[What is being asked]: Filter this data down to the lines that hold "Sarabia", and copy them.

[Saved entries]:
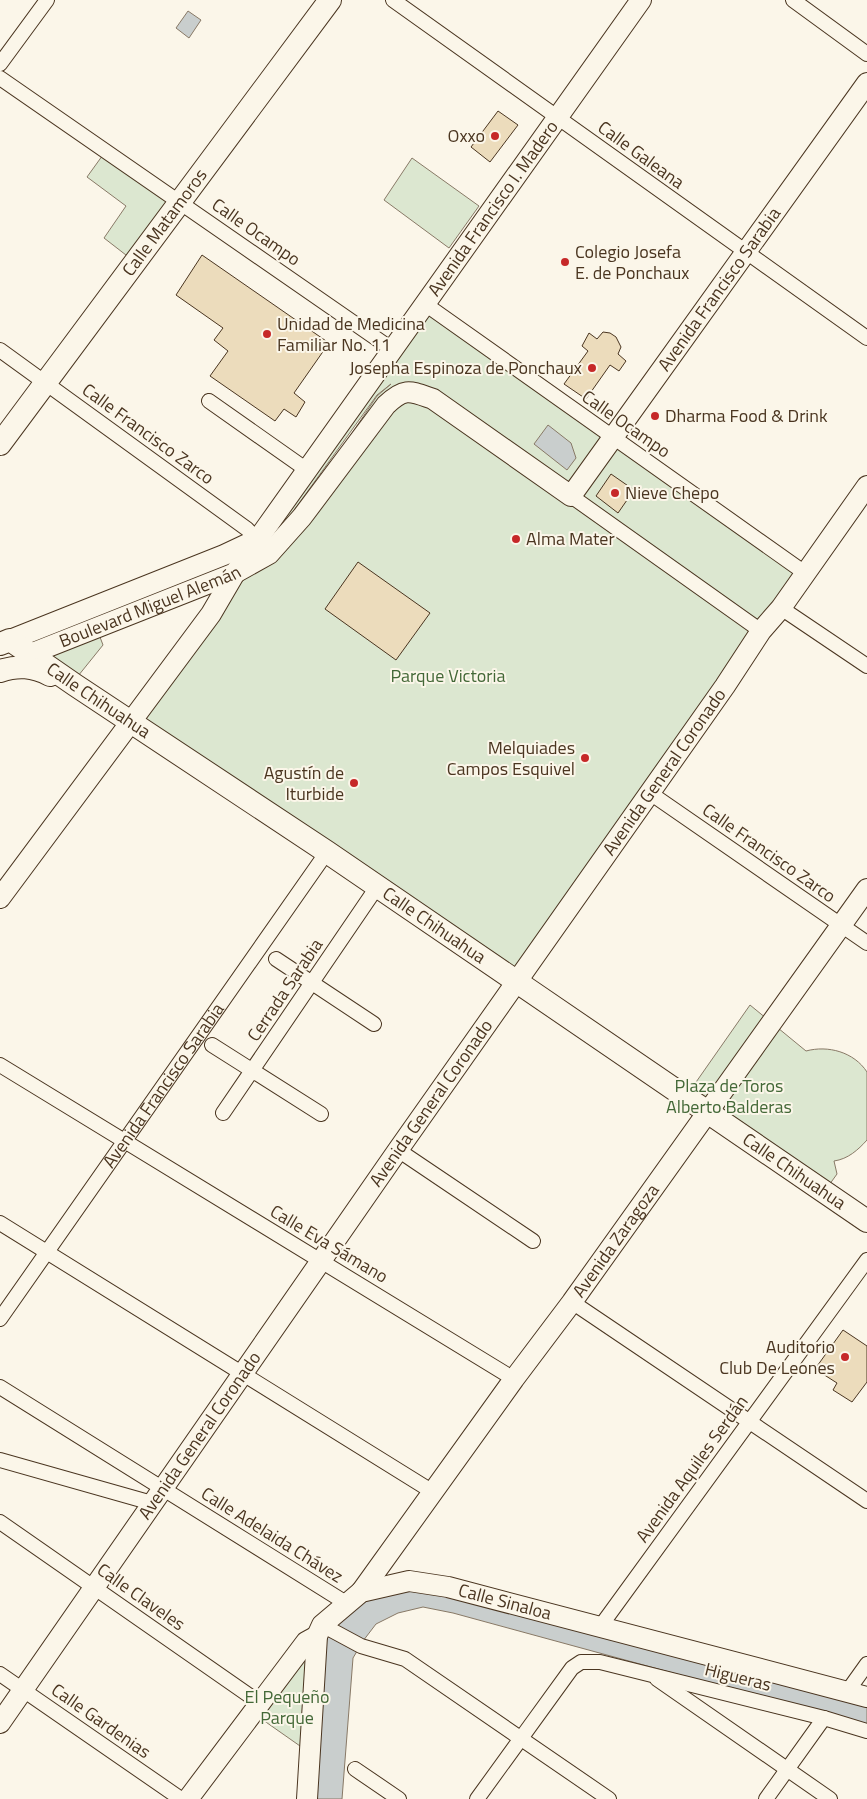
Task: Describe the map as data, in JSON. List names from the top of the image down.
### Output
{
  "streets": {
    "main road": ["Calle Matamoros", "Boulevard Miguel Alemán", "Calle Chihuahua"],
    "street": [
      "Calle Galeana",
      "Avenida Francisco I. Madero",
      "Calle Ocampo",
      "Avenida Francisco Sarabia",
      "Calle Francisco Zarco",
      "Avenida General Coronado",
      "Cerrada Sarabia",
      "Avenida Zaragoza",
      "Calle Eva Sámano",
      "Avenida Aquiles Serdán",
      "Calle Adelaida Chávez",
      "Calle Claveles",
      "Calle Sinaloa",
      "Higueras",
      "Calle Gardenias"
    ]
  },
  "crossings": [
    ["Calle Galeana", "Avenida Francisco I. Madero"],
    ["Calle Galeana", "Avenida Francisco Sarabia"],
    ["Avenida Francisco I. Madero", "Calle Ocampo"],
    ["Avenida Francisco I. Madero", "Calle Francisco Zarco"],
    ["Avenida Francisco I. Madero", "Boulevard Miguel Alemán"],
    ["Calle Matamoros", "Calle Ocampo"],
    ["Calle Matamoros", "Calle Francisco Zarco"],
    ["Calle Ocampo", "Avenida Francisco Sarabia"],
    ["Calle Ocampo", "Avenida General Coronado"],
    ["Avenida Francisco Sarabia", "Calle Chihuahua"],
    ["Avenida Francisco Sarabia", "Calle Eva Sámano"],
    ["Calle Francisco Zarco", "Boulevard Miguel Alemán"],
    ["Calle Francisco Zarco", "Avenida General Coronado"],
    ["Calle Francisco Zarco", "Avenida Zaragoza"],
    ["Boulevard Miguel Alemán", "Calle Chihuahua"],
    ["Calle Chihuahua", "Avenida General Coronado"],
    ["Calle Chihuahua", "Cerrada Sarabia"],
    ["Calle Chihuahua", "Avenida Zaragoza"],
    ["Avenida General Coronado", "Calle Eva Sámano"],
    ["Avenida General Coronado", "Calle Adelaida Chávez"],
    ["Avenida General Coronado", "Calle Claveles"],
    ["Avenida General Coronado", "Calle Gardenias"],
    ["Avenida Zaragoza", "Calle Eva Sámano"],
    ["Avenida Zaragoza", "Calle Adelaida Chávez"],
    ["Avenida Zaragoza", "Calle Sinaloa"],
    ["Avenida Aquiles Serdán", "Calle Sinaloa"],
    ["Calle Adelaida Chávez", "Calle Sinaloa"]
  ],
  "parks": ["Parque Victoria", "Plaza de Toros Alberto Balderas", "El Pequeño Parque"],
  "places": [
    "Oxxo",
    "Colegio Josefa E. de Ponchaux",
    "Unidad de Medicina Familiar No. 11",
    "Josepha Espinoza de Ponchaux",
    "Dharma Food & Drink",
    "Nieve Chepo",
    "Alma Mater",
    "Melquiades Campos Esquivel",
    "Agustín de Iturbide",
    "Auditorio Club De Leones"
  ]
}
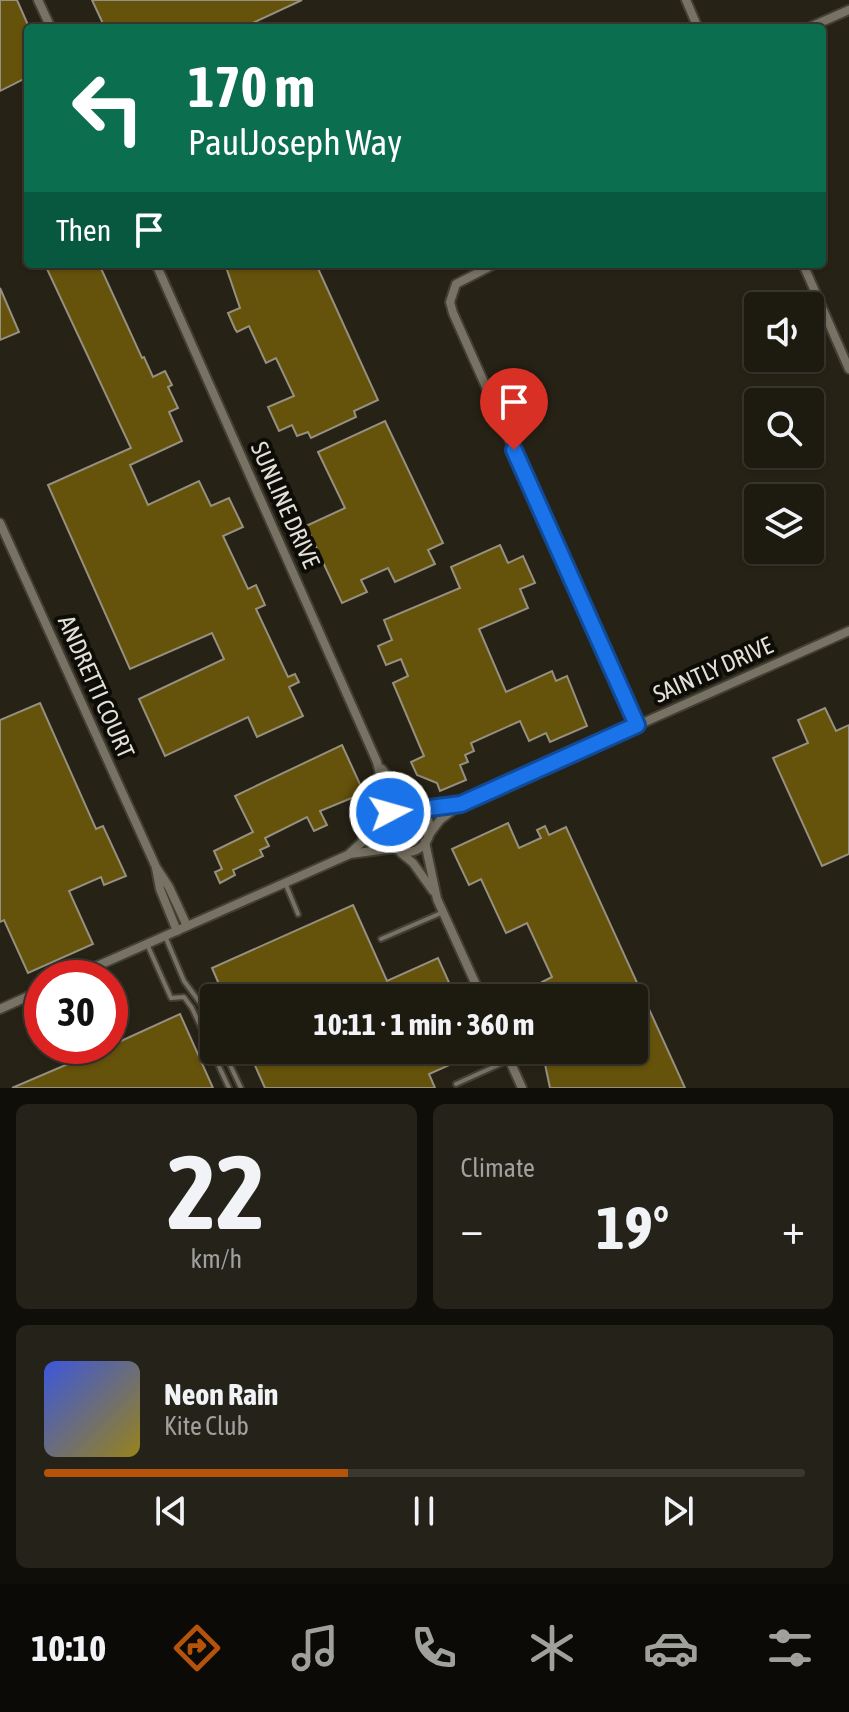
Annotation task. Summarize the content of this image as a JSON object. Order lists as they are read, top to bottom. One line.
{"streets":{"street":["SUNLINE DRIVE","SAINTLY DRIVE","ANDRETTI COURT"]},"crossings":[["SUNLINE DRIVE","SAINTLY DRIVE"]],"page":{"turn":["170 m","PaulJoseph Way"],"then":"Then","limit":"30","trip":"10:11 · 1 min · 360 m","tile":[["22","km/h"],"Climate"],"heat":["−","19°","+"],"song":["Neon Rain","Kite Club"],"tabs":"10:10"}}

[Output of the task]:
      "Avenida Francisco Sarabia",
      "Cerrada Sarabia",
    ["Calle Galeana", "Avenida Francisco Sarabia"],
    ["Calle Ocampo", "Avenida Francisco Sarabia"],
    ["Avenida Francisco Sarabia", "Calle Chihuahua"],
    ["Avenida Francisco Sarabia", "Calle Eva Sámano"],
    ["Calle Chihuahua", "Cerrada Sarabia"],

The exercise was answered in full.